Friday, January 02, 2004
These are the notes from the optimisation work I was doing before Christmas:
Profiling dtable retrieval
mark object counts after search (india export)
and retrieval of entry.jsp
count objects created by delivery of entry_dt.jsp
287,000 instances of LinkedList$Entry
99.8% from HighlightEngine.highlightTerms
247,520 instances of LinkedList$ListItr
97% from highlightTerms.
180,018 instances of String
92% from highlightTerms.
So, highlighting could be a big hit.
1. Time 10 retrievals with existing code.
2. Remove highlight call and time again.
10 refreshes took 1 minute 20 seconds
Now with highlighting disabled:
50 seconds (saved 37.5%).
So, disable it for now and reintroduce later on. 5 seconds per requests is still too slow.
Test in profiler again for new object counts.
Much better! Highest is 16k for char[].
48% of these allocated in TextChunker.read - is there any way we can remove this?
not really, unless we don't store the table content in the entry.
OK, if we cut the dtable element from the stored RML then:
1. it might be much faster
2. we can regenerate it if required from the representation in the dtable SQL tables.
Let's try by hand-editing the stored entry text and see how much faster it is.

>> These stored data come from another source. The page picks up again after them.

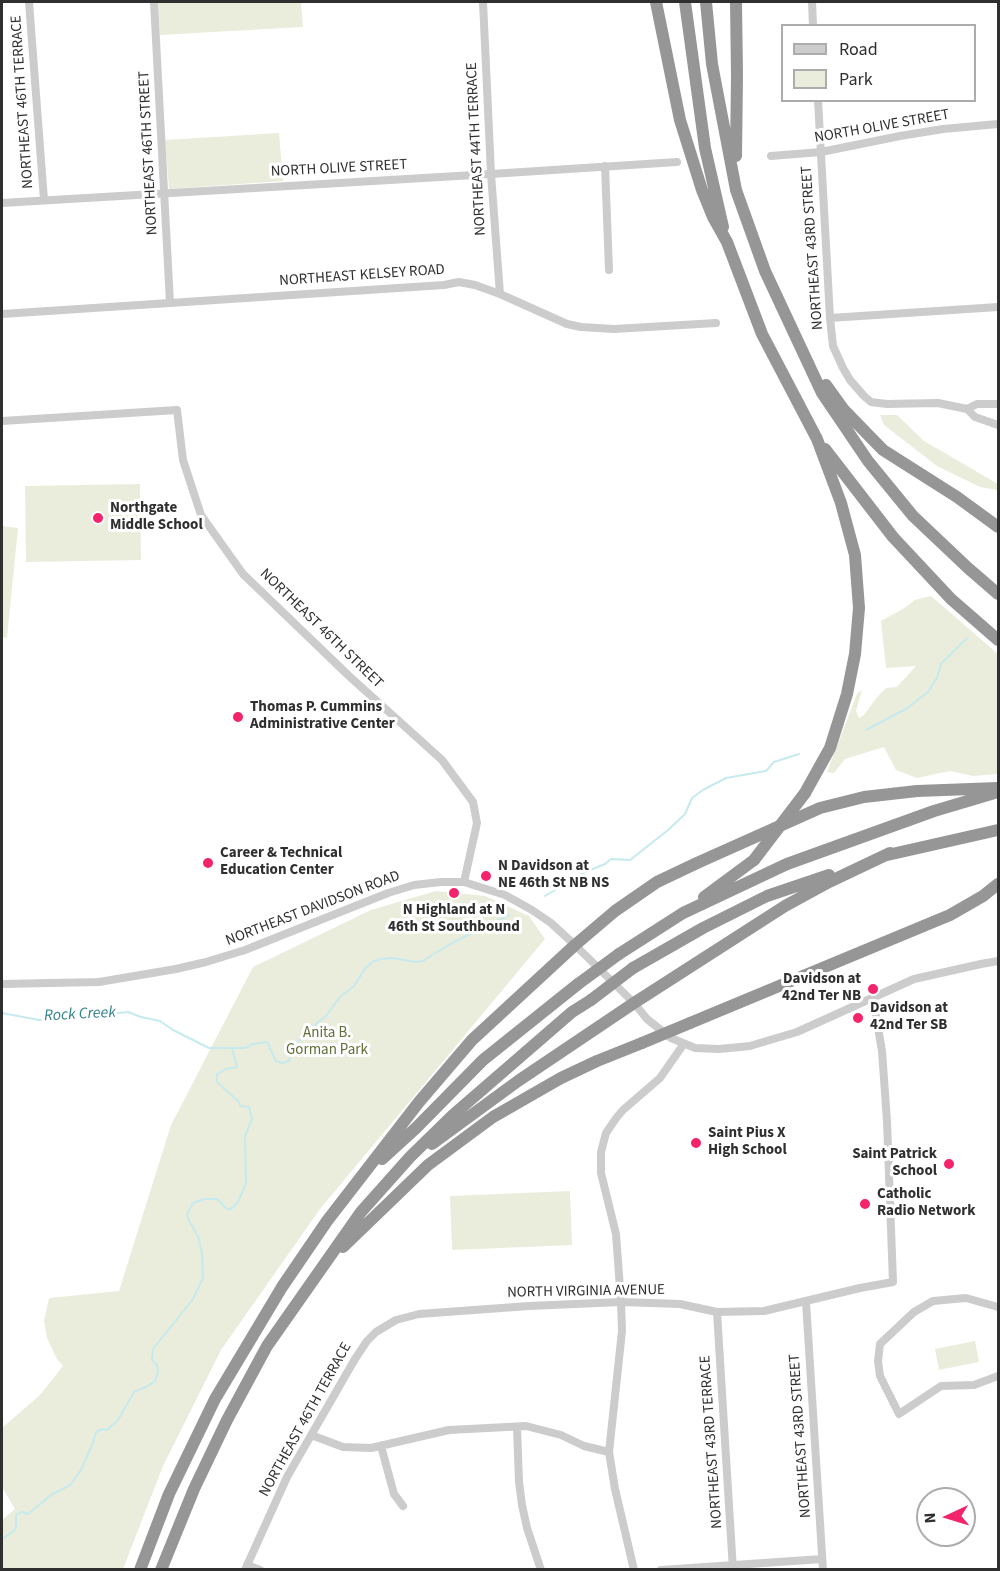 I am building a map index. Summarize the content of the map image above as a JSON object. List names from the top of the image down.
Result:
{
  "streets": {
    "street": [
      "NORTHEAST 46TH TERRACE",
      "NORTH OLIVE STREET",
      "NORTHEAST 44TH TERRACE",
      "NORTHEAST 46TH STREET",
      "NORTHEAST 43RD STREET",
      "NORTHEAST KELSEY ROAD",
      "NORTHEAST DAVIDSON ROAD",
      "NORTH VIRGINIA AVENUE",
      "NORTHEAST 43RD TERRACE"
    ]
  },
  "crossings": [
    ["NORTHEAST 46TH TERRACE", "NORTH OLIVE STREET"],
    ["NORTHEAST 46TH TERRACE", "NORTH VIRGINIA AVENUE"],
    ["NORTH OLIVE STREET", "NORTHEAST 44TH TERRACE"],
    ["NORTH OLIVE STREET", "NORTHEAST 46TH STREET"],
    ["NORTH OLIVE STREET", "NORTHEAST 43RD STREET"],
    ["NORTHEAST 44TH TERRACE", "NORTHEAST KELSEY ROAD"],
    ["NORTHEAST 46TH STREET", "NORTHEAST KELSEY ROAD"],
    ["NORTHEAST 46TH STREET", "NORTHEAST DAVIDSON ROAD"],
    ["NORTHEAST 43RD STREET", "NORTH VIRGINIA AVENUE"],
    ["NORTHEAST DAVIDSON ROAD", "NORTH VIRGINIA AVENUE"],
    ["NORTH VIRGINIA AVENUE", "NORTHEAST 43RD TERRACE"]
  ],
  "water": ["Rock Creek"],
  "parks": ["Anita B. Gorman Park"],
  "places": [
    "Northgate Middle School",
    "Thomas P. Cummins Administrative Center",
    "Career & Technical Education Center",
    "N Davidson at NE 46th St NB NS",
    "N Highland at N 46th St Southbound",
    "Davidson at 42nd Ter NB",
    "Davidson at 42nd Ter SB",
    "Saint Pius X High School",
    "Saint Patrick School",
    "Catholic Radio Network"
  ],
  "legend": ["Road", "Park"],
  "north": "left"
}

Other big hits before we rewrite:
15k byte[]
12k char[]
10k String
7k HeapCharBuffer
7k HeapByteBuffer
7k GetPropertyAction
4k Object[]
Now to edit the db and try again.
Frankly, no better. Why's that?
Changes weren't saved!
Will try again.
Amended transaction attribute in ejb-jar.xml and redeployed.
OK, it was actually a bug in EntryBean, which must have been there since the start. If you shorten an entry below the chunk threshold, the chunk field is never cleared. Now fixed.
Back to the optim.
new figures are
8k char[]
7k byte[]
5k HeapCharBuffer
2k StringBuffer
better but still high!
10 retrievals now take 24 seconds. Much better.
Putting the highlight code back in for pre-Christmas-break check-in.